Data for review –
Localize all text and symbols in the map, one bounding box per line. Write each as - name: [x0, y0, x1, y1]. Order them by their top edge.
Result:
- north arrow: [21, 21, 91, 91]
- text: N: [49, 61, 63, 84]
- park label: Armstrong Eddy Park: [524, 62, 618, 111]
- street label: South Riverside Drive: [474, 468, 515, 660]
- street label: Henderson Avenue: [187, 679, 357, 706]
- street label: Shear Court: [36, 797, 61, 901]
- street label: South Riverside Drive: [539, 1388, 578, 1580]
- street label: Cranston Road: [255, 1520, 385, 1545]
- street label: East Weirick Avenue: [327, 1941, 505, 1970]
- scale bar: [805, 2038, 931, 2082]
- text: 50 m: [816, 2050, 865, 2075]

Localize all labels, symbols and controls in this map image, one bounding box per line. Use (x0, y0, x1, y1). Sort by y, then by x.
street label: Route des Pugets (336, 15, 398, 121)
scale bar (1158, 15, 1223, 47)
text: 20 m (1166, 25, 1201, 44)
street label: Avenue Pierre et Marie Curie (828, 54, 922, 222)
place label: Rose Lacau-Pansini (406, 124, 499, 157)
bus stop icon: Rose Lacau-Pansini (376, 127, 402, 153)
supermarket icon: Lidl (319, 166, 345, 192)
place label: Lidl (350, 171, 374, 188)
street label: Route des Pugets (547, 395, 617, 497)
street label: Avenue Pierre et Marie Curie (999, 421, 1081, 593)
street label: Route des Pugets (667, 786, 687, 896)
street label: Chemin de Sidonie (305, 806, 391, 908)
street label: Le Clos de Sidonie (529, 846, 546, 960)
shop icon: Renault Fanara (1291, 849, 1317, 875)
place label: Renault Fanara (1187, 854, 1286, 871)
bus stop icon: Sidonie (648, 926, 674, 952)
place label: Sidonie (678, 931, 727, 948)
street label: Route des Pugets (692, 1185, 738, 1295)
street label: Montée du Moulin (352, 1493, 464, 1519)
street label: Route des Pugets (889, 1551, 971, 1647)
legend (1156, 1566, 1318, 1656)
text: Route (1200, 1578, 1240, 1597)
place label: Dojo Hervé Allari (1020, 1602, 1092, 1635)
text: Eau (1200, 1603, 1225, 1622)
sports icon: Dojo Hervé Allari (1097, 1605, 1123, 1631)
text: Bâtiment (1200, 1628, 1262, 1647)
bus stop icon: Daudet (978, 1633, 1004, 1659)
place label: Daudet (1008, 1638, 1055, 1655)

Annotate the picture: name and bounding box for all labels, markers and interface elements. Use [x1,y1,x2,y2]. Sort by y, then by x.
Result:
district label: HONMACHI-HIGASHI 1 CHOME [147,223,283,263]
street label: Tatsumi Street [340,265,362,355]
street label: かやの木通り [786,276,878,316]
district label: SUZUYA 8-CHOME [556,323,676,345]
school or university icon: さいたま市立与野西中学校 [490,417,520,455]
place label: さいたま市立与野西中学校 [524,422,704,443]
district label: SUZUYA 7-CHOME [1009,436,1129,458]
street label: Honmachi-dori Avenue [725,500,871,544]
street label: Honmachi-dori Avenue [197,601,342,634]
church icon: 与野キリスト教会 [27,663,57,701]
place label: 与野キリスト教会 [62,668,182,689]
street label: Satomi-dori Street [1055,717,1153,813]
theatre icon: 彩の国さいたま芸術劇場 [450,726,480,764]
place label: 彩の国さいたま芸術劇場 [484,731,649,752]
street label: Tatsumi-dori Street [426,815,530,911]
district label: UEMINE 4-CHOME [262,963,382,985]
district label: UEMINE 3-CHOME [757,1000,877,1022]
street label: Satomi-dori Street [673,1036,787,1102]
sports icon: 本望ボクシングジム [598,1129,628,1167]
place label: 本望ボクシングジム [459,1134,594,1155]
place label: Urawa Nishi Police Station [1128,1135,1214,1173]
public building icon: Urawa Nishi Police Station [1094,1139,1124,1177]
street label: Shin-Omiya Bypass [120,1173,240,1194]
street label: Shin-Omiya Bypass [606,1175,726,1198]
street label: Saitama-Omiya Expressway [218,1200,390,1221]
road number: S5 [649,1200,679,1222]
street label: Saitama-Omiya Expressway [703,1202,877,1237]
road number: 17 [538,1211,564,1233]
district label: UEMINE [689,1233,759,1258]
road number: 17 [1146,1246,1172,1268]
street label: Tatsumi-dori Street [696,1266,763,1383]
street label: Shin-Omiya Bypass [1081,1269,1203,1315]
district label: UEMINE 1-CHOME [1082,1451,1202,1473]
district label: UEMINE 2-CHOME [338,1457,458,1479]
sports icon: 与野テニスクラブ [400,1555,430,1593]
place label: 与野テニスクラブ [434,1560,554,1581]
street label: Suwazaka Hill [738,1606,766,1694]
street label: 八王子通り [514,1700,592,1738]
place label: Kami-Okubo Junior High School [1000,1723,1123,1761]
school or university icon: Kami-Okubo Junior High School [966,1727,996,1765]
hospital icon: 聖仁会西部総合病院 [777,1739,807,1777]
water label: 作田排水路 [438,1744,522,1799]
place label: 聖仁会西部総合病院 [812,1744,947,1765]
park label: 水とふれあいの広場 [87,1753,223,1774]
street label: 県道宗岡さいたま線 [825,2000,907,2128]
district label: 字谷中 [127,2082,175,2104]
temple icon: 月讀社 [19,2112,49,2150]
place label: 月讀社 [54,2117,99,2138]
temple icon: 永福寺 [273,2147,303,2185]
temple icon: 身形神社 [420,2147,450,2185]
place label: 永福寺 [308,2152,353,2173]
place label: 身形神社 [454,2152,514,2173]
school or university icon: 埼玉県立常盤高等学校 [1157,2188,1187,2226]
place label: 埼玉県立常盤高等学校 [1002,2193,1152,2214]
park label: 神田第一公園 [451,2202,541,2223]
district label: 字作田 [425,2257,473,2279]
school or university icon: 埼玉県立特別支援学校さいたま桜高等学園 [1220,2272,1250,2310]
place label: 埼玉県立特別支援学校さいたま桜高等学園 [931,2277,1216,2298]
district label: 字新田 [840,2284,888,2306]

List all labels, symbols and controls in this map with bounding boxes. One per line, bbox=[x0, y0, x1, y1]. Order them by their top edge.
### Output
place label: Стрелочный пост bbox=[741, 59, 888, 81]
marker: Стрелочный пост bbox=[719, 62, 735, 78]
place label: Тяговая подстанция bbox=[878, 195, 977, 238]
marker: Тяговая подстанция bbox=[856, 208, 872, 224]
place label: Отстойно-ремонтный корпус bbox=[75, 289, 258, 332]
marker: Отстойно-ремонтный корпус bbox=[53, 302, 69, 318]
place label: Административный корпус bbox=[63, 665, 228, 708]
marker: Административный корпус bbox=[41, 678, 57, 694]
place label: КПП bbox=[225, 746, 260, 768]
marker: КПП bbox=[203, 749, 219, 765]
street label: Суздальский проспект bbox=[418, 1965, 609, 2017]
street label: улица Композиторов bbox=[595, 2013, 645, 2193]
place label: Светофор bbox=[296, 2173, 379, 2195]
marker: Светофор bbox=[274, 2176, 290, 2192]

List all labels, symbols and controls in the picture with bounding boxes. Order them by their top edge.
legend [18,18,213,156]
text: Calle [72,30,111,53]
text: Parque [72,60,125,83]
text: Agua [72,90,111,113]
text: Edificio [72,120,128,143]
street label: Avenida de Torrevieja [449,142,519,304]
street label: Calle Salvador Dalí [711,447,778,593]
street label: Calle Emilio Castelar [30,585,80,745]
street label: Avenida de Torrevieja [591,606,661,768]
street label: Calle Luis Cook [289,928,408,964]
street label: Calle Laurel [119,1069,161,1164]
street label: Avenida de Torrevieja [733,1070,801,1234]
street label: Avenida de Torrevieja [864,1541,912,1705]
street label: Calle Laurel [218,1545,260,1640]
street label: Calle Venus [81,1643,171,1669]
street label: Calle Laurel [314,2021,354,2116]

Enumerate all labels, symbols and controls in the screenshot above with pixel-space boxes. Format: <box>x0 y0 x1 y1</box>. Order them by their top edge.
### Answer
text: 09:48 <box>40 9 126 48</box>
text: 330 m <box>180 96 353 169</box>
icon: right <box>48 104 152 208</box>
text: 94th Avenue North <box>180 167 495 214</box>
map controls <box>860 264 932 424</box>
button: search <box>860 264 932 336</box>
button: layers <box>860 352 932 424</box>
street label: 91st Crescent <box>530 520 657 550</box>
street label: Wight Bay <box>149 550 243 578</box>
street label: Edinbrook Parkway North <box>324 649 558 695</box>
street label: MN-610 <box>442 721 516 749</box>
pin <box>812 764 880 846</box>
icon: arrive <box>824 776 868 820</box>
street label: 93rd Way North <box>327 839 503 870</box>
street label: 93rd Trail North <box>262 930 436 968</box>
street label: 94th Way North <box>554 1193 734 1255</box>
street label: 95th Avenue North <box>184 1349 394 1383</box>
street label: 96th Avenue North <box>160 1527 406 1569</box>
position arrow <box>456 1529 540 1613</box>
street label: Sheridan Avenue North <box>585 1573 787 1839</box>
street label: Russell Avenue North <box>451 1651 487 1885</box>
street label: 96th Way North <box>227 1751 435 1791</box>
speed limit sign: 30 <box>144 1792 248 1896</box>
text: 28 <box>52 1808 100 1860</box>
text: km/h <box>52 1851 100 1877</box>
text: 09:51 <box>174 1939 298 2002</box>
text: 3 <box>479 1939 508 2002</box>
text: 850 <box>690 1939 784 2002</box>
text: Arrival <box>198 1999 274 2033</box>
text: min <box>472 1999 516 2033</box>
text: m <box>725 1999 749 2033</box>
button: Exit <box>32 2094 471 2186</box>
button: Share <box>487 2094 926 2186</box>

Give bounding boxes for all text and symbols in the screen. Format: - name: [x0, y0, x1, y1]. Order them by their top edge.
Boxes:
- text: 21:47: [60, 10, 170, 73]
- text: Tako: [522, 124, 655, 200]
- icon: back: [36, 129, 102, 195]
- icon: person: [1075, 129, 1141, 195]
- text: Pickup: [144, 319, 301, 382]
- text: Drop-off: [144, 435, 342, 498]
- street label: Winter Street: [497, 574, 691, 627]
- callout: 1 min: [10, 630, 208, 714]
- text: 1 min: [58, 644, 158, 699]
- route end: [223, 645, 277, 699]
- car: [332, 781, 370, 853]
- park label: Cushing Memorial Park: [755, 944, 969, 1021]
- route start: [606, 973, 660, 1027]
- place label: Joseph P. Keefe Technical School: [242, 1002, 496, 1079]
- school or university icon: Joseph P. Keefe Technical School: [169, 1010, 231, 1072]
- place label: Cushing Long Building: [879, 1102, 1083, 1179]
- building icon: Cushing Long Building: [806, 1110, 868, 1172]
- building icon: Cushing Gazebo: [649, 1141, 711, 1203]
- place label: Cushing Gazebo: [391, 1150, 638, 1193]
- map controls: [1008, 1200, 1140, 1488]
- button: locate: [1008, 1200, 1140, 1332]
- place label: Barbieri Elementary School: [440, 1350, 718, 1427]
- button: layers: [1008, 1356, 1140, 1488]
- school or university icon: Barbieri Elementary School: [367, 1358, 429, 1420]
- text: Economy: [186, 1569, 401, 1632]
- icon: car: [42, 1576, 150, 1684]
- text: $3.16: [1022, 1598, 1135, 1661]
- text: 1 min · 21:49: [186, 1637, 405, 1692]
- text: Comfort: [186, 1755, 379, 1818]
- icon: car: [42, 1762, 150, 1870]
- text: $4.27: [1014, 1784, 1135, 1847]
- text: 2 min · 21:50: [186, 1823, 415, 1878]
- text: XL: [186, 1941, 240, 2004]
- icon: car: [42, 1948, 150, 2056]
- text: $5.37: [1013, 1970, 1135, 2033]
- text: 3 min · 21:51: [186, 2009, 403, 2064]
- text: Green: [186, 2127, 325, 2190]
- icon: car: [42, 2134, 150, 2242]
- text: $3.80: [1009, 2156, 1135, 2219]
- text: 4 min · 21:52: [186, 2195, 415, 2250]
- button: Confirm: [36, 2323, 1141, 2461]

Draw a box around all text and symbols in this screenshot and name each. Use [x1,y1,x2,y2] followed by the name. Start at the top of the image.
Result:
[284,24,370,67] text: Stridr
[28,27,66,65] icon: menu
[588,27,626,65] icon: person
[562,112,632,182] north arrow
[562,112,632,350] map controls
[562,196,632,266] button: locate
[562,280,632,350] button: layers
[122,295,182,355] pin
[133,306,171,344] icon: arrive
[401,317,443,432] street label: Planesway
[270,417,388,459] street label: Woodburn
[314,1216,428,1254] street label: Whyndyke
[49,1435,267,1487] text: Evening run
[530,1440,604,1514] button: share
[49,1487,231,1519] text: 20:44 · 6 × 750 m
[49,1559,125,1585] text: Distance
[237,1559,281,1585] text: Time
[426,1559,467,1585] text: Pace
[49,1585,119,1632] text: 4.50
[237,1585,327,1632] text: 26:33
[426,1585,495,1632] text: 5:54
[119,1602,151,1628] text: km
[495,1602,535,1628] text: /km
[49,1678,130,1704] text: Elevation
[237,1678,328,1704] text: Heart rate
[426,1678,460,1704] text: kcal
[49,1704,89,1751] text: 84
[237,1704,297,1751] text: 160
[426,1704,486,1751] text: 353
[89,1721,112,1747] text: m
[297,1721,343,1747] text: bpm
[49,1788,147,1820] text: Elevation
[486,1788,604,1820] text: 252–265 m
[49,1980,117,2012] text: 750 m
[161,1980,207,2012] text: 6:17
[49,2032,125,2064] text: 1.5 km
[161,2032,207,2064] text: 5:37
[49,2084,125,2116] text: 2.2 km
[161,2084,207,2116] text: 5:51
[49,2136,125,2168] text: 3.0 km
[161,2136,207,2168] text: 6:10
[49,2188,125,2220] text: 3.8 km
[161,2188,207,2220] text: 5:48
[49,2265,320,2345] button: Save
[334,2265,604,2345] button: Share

The task – Show each line from the material above where the string "scale" can be found.

Answer section –
- scale bar: [805, 2038, 931, 2082]
scale bar (1158, 15, 1223, 47)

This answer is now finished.